In October, U.S. Defense Department spokesman Eric Pahon told CNBC he remained skeptical about Russia's hypersonic development.
"Obviously, Russian attempts to develop high-tech weaponry is something we watch closely. To this point, however, we've seen more grandiose claims of success than actual proof," Pahon said. “We are continuing to develop our own defensive capabilities and improve readiness for both ourselves and our allies to counter any threats the Russians may develop."
And like Mattis, some experts have doubts Avangard is on the cusp of being deployed.
When The National Interest, an international affairs magazine, asked Michael Kofman, a research scientist with the Center for Naval Analyses, a U.S. federally funded research and development center, what were the chances Avangard would be fielded by 2019, he said “none.”
In October, CNBC reported that Russia was struggling to find a source of critical carbon fiber components needed to make Avangard.
"The body of the hypersonic glide vehicle cannot withstand the heat on (atmospheric) re-entry, and therefore the internal systems fail," CNBC quoted a person with direct knowledge of a U.S. intelligence report on the system as saying. "The Russians therefore need a better material because they have an upcoming test and they don't think the material used to construct the body provides enough thermal protection."
RT itself noted on December 27 that the “highly classified” glider has not been shown to the public, while the video of the test released by the Russian Defense Ministry “showed only the launch of the carrier vehicle, but not the deployment of the glider, its flight or the moment it hit the target.”
Dressman said Russia has been testing hypersonic glide vehicles (HGVs) atop ICBM launchers since about 2007, but they’ve only “recently started packaging launches for public or internal consumption.”
“We don't have enough open data to assess the performance of the glide vehicle,” she said, adding that reports of failed flight tests are “nothing like what we've witnessed routinely with the Bulava (submarine-launched ballistic missile) flight tests for the Russian Navy.”
Prior to Wednesday, sources with direct knowledge of U.S. intelligence reports on the issue told CNBC that Russia had successfully tested Avangard twice in 2016, while an October 2017 test ended in failure when the platform crashed seconds before striking its target.
Ultimately, Dressman said “skepticism is warranted with any development-phase system, including our own ballistic missile defense technology.”
She added: “We don't have cruise missile defense, at any stage of development.
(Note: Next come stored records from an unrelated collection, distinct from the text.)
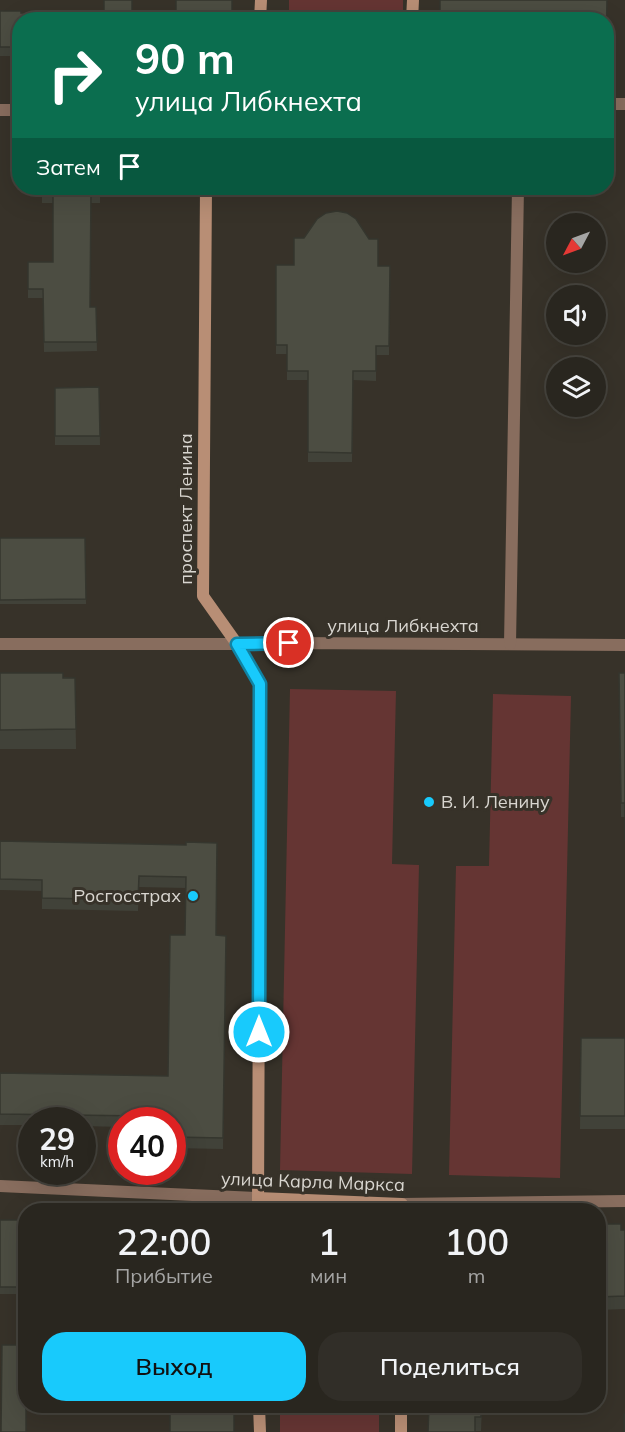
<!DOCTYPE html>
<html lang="ru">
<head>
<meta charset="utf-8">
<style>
	:root { --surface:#29261f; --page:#312e28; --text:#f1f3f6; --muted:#a5a5a4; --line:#45433d; --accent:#18cafc }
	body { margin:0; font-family:Mulish,sans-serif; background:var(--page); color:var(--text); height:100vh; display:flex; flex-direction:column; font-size:22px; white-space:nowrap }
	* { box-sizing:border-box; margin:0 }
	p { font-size:20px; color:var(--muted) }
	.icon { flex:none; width:33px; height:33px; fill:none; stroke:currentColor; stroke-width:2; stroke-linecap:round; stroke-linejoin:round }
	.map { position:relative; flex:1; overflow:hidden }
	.panel { position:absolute; left:18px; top:1203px; width:588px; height:210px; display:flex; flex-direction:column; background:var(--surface); border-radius:24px; box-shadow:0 6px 24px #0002,0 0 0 2px var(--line) }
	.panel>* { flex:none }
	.hud { position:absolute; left:12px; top:12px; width:602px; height:183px; border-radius:24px; box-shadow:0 6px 24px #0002,0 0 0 2px var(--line); background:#0b6e4f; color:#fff; overflow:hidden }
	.needle { width:39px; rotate:229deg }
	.fabs { position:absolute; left:546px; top:213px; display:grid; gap:12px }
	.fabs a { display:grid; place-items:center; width:60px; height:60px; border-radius:50%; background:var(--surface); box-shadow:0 6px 24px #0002,0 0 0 2px var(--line); font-size:30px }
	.speed { position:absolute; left:18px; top:1107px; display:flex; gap:12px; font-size:30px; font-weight:700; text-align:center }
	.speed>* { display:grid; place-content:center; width:78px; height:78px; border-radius:50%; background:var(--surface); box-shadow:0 6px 24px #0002,0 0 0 2px var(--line); line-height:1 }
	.speed small { font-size:15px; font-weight:400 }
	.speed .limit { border:9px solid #d22; background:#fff; color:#111 }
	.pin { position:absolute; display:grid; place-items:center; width:51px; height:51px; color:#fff; margin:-26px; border:3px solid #fff; border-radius:50%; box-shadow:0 2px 6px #0007 }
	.me { position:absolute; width:66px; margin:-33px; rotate:0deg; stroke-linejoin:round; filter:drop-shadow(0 0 4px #0008) }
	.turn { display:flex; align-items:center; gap:21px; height:126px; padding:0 24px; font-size:27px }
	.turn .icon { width:78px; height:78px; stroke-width:2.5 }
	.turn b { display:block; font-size:42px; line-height:51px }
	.then { display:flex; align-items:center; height:57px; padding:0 24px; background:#0003; gap:12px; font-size:22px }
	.eta { display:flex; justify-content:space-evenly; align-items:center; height:102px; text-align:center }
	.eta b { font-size:36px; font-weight:600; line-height:42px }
	.action { display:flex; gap:12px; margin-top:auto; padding:12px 24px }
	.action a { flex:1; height:69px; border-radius:24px; background:var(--accent); color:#111; font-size:24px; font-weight:600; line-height:69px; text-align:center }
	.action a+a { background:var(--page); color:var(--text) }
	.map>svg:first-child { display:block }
</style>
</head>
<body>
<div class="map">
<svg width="625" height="1432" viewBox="0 0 625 1432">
	<rect width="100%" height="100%" fill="#373229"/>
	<g fill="#653533">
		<rect x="289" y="0" width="114" height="19"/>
		<path d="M 290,689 L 396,691 L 392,864 L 419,865 L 412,1174 L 280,1170 Z"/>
		<path d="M 493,694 L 571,696 L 560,1178 L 449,1175 L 456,866 L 489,866 Z"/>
		<rect x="280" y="1406" width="99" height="26"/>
	</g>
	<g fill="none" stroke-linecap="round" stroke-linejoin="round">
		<g stroke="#886d5e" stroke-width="12">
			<path d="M 606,104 L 625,104"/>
			<path d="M 0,110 L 20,110"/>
			<path d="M 0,644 L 237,644 L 289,643 L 625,645"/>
			<path d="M 510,644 L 518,188"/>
			<path d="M 0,1186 L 258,1198"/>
			<path d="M 402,1204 L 625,1201"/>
		</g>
		<g stroke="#b88e75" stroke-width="12">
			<path d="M 260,20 L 261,0"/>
			<path d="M 412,20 L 413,0"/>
			<path d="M 206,188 L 203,596 L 237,644 L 260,684 L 258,1210"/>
			<path d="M 258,1198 L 402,1204 L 402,1210"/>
			<path d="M 259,1406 L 260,1432"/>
			<path d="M 401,1432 L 401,1406"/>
		</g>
	</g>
	<g fill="#414239">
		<path d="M 0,11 L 21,13 L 132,17 L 20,20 L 20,56 L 0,56 Z"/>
		<path d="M 42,188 L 100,188 L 100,203 L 91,203 L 90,307 L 96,307 L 97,351 L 44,352 L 43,298 L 28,298 L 28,262 L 53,262 L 53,203 L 42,203 Z"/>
		<path d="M 369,239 L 378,266 L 390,266 L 389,355 L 376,355 L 376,381 L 353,380 L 352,462 L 308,462 L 308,380 L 287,380 L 287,354 L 276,354 L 276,265 L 294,265 Z"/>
		<path d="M 99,387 L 100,445 L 55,445 L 55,388 Z"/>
		<path d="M 0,538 L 85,538 L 86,604 L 0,604 Z"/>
		<path d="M 0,673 L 75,678 L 76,749 L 0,749 Z"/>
		<path d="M 619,673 L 625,673 L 625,817 L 621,817 Z"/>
		<path d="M 0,841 L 186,845 L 216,935 L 226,936 L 223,1149 L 172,1148 L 172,1120 L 122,1120 L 122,1127 L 82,1126 L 82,1120 L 32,1120 L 32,1125 L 0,1125 L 0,1073 L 168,1076 L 185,935 L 186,888 L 139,887 L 138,911 L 42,909 L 42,891 L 0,890 Z"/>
		<path d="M 581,1038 L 625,1038 L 625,1129 L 580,1129 Z"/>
		<rect x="0" y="1220" width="26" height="74"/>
		<path d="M 598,1224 L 621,1230 L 625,1230 L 625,1309 L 598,1310 Z"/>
		<path d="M 482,1406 L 481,1431 L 428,1432 Z"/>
	</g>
	<g fill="#4c4d42" stroke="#35362e" stroke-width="1.5">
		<path d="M 104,0 L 132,0 L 132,17 L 176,18 L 176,0 L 232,0 L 232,20 L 20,20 L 20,47 L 0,47 L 0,11 L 21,11 L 21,13 L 104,14 Z"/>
		<path d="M 440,0 L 607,0 L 606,48 L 606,20 L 440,20 Z"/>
		<path d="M 42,188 L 100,188 L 100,194 L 91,194 L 90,307 L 96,307 L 97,342 L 44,342 L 43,289 L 28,289 L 28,262 L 53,262 L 53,194 L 42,194 Z"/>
		<path d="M 337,211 L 347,213 L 356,219 L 369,239 L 378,239 L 378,266 L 390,266 L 389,346 L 376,346 L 376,371 L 353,371 L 352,453 L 308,452 L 308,371 L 287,371 L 287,345 L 276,345 L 276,265 L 294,265 L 294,238 L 304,238 L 317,219 L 326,213 Z"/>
		<path d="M 99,387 L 100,436 L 55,436 L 55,388 Z"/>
		<path d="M 0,538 L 85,538 L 86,599 L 0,600 Z"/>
		<path d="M 0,673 L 63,673 L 63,678 L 75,678 L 76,729 L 0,730 Z"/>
		<path d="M 619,673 L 625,673 L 625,841 L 625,803 L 621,803 Z"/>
		<path d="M 0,841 L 186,845 L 186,842 L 217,843 L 216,935 L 226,936 L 223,1138 L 172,1137 L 172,1120 L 141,1120 L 141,1116 L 0,1114 L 0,1073 L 168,1076 L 170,935 L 185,935 L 186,877 L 139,876 L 138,900 L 42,898 L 42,880 L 0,879 Z"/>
		<path d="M 581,1038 L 625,1038 L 625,1116 L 580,1116 Z"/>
		<rect x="0" y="1220" width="26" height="67"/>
		<path d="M 598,1224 L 621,1224 L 621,1230 L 625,1230 L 625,1296 L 598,1297 Z"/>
		<path d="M 2,1345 L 26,1345 L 26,1432 L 1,1432 Z"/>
		<rect x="170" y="1406" width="64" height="26"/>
		<path d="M 429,1406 L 481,1406 L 481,1417 L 475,1417 L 475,1432 L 428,1432 Z"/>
		<rect x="624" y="1414" width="1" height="18"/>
	</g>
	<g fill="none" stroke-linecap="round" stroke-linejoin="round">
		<defs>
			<path id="route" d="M 259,1032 L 260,684 L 237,644 L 289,643"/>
		</defs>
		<use href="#route" stroke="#1083a4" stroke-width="15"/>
		<use href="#route" stroke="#18cafc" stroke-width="10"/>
	</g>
	<g fill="#18cafc" stroke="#373229" stroke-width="2">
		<circle cx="429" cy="802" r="6"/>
		<circle cx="193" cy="896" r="6"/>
	</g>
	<g text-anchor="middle" stroke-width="6" stroke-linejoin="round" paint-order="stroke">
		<g font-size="18" fill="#d9d6d0" stroke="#373229">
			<text transform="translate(186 509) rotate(-90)" y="6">проспект Ленина</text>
			<text x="403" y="632">улица Либкнехта</text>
			<text transform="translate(313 1182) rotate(2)" y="6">улица Карла Маркса</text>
		</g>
		<g font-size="18" fill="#d9d6d0" stroke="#373229" text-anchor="start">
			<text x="441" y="808">В. И. Ленину</text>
			<text x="181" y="902" text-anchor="end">Росгосстрах</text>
		</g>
	</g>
</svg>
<div class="fabs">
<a><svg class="needle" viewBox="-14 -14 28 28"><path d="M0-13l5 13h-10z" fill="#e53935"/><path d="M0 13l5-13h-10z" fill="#a5a5a4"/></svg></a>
<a><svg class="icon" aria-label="sound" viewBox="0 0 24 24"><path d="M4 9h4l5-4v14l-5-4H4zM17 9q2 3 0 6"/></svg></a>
<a><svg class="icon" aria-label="layers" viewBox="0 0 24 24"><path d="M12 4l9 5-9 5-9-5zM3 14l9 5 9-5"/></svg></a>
</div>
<div class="speed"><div>29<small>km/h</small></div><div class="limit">40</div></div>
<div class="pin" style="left:289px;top:643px;background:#d93025"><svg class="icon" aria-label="arrive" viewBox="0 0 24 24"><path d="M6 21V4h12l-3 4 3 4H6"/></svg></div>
<svg class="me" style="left:259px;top:1032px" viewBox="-20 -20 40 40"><circle r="17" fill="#18cafc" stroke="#fff" stroke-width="3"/><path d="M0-11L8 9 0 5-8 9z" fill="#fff"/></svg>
<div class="hud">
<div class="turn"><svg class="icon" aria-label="right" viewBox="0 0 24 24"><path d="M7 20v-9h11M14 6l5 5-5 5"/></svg><div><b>90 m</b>улица Либкнехта</div></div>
<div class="then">Затем<svg class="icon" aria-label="arrive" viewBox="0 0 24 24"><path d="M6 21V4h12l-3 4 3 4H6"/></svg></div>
</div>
<section class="panel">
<div class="eta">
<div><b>22:00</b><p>Прибытие</p></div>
<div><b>1</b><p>мин</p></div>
<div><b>100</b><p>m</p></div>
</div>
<div class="action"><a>Выход</a><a>Поделиться</a></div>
</section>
</div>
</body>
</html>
That would be a system which would respond to an HGV, for instance.”
Ultimately, Putin’s claim that Avangard is “invulnerable” to existing and prospective systems alike is potentially misleading.
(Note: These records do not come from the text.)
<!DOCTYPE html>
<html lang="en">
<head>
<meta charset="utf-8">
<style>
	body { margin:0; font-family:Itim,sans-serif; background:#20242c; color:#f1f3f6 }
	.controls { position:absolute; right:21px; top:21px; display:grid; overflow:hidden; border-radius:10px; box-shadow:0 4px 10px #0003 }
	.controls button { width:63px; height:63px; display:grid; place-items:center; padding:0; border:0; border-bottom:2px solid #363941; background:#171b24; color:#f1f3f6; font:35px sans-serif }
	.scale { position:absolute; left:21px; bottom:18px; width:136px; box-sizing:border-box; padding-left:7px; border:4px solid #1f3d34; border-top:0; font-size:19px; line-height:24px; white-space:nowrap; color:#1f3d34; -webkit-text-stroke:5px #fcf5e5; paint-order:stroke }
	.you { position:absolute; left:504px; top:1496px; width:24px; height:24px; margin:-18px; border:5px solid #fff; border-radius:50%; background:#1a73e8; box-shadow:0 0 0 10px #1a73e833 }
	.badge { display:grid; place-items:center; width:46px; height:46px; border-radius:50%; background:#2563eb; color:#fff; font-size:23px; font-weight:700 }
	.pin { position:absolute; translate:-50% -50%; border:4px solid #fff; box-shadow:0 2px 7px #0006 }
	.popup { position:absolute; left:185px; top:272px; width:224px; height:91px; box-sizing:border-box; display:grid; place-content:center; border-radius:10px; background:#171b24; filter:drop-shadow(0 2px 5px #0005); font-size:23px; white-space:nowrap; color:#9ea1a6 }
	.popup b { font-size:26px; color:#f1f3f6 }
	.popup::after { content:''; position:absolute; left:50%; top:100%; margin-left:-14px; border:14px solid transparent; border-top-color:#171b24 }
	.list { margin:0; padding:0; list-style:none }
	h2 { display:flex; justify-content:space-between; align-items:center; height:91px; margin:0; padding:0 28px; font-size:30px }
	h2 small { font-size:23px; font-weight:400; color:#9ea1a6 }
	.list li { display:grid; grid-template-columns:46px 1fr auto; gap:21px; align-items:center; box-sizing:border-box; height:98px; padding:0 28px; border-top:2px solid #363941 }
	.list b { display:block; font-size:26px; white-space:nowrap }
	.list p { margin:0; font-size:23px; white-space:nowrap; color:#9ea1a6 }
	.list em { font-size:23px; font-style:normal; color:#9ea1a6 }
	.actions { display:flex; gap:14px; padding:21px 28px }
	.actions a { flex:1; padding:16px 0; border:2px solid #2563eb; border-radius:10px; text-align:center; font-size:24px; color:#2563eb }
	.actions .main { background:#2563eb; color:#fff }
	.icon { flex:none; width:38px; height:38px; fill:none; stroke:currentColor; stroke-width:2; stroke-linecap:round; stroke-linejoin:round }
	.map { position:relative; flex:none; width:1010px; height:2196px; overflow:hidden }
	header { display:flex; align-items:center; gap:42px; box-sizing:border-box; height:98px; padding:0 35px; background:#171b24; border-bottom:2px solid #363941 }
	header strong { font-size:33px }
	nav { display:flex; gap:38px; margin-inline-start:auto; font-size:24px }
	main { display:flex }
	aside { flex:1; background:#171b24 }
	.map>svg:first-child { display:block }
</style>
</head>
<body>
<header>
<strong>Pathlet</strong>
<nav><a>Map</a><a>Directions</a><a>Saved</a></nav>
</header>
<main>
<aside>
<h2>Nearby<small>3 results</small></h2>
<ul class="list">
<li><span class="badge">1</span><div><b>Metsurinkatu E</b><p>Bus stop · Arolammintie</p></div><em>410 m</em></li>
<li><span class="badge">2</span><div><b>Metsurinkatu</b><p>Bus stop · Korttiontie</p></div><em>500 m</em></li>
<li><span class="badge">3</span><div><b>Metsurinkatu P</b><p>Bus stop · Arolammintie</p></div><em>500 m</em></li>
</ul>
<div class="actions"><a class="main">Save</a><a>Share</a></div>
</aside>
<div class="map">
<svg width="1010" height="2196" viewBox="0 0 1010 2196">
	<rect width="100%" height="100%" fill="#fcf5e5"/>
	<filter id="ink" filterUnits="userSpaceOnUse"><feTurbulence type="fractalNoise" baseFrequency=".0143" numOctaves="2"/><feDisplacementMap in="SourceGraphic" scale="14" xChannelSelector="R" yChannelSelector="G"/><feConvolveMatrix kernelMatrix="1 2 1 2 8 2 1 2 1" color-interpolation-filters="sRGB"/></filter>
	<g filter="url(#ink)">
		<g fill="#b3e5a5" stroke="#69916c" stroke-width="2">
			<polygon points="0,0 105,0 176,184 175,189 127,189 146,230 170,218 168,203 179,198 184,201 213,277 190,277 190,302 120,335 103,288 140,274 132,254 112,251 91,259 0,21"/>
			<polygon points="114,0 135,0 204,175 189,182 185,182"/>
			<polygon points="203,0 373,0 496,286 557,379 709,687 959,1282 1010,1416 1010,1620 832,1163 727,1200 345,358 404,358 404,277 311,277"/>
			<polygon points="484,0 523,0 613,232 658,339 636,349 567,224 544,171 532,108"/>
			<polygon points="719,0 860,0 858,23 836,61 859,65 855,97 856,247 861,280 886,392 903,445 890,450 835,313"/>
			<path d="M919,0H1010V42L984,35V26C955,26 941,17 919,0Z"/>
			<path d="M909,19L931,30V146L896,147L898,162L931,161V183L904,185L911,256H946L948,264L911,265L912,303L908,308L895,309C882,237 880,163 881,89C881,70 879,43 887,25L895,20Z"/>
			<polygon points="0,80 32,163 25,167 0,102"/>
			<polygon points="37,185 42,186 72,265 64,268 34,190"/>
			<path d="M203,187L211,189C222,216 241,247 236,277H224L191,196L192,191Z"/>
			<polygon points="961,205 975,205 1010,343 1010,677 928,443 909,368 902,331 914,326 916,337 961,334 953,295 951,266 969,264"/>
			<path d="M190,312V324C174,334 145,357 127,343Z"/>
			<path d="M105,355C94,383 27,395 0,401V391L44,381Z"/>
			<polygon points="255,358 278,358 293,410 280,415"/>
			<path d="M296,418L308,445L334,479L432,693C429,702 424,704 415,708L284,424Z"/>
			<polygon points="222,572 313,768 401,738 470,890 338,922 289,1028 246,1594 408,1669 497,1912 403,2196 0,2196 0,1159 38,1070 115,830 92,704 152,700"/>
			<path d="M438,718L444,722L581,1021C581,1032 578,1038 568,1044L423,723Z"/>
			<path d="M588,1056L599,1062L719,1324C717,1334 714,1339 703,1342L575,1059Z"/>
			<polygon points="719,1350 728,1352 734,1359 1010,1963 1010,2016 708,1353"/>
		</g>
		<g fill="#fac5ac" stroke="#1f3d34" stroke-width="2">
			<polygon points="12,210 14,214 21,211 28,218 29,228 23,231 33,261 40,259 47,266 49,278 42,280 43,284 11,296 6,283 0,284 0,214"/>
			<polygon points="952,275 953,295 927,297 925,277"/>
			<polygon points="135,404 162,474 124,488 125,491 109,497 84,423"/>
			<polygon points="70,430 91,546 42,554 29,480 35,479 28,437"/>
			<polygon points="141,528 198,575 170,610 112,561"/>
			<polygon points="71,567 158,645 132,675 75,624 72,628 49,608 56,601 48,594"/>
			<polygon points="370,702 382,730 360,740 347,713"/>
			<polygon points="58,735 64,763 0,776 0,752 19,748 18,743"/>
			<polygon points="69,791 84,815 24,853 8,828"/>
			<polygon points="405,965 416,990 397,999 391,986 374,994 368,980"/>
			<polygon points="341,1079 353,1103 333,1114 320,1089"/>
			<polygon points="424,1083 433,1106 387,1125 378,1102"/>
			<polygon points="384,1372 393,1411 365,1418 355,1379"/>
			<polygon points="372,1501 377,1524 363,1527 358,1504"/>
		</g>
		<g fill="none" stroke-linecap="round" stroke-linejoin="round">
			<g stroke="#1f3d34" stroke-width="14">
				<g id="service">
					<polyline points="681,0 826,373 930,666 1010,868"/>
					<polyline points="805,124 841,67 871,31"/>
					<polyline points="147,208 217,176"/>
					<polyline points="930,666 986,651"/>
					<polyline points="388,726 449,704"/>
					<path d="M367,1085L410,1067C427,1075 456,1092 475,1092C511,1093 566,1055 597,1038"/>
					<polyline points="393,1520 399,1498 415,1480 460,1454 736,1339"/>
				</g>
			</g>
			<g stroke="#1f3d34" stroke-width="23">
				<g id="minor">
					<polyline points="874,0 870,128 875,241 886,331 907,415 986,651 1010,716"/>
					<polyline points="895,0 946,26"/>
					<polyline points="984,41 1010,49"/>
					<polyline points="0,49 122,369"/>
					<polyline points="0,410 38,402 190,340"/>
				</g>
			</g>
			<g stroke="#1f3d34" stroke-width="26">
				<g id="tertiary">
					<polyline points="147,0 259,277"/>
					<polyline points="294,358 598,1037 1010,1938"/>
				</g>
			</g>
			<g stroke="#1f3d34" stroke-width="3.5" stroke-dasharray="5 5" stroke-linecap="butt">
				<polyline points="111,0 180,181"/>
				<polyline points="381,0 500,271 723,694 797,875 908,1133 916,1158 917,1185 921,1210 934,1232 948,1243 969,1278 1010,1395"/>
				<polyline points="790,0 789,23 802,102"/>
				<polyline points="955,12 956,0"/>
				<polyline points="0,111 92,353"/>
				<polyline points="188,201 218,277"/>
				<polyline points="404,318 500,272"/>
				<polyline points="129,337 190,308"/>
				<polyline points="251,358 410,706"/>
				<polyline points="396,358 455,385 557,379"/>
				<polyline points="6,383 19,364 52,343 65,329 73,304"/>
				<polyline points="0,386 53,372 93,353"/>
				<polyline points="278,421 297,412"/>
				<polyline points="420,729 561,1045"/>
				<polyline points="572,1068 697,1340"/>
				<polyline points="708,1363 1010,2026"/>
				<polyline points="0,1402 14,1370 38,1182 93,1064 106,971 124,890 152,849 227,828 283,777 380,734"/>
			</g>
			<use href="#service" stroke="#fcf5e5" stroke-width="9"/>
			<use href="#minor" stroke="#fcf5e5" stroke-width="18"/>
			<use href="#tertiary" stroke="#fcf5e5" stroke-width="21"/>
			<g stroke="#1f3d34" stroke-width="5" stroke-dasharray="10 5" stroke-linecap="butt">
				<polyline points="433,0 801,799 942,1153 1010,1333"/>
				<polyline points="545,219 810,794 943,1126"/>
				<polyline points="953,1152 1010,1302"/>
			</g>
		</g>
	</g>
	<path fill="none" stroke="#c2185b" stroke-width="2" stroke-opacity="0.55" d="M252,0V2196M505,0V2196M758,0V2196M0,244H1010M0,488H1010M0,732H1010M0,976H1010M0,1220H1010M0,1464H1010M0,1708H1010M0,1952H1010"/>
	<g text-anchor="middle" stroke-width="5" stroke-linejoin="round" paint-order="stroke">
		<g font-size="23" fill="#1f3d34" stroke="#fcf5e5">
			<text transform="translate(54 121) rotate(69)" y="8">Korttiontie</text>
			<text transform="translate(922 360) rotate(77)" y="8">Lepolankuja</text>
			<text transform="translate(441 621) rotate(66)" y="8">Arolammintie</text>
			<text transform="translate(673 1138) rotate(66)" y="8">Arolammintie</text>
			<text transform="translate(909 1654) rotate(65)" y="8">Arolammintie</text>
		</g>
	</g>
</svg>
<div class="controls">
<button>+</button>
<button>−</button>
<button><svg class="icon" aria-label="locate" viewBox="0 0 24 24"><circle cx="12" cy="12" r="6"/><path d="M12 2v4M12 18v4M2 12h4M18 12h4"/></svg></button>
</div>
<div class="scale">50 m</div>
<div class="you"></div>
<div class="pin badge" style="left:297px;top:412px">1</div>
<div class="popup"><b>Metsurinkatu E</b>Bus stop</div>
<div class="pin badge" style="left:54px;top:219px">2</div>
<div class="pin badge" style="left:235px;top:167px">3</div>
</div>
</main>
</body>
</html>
Konstantin Sivkov, a military expert and corresponding member of the Russian Academy of Rocket and Artillery Sciences, wrote in July that countering such systems could be possible through the deployment of systems operating under “new physical principles,” citing lasers as an example.
For now, Polygraph.info finds claims surrounding Avangard’s capabilities following the most recent test to be unclear.